[[ Data records open ]]

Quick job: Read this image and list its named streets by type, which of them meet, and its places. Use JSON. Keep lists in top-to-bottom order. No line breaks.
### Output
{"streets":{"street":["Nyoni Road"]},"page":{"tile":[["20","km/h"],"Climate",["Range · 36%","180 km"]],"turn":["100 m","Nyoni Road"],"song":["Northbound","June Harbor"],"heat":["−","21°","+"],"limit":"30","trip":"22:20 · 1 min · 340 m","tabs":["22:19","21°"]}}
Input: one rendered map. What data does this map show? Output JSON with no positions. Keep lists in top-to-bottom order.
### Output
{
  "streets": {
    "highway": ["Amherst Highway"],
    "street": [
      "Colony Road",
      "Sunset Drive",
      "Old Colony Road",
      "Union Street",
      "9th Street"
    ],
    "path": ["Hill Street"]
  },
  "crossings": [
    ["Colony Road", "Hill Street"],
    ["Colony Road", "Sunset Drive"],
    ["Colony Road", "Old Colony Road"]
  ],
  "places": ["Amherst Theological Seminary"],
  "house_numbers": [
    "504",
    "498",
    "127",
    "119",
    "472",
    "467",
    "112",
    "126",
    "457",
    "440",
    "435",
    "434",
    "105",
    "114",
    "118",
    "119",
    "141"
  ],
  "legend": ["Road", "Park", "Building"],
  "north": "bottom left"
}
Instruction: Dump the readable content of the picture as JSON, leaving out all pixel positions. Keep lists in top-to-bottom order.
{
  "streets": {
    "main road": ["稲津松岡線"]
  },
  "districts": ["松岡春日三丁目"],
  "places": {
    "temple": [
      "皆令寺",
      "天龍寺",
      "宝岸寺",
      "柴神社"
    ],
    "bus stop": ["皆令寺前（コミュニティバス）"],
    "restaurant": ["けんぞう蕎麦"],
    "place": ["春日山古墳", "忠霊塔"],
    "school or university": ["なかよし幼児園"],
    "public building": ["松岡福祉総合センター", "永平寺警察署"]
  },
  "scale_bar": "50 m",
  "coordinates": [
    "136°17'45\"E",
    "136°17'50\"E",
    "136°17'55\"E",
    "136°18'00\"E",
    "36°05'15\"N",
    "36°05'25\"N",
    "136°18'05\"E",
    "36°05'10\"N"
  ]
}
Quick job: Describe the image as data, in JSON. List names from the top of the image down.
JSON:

[[ Data records closed ]]

◆ **Assignment**: Print, exactly and only, the lines running from the one with "Quick job: Describe" to the end of the data above.

◆ **Expected output**:
Quick job: Describe the image as data, in JSON. List names from the top of the image down.
JSON:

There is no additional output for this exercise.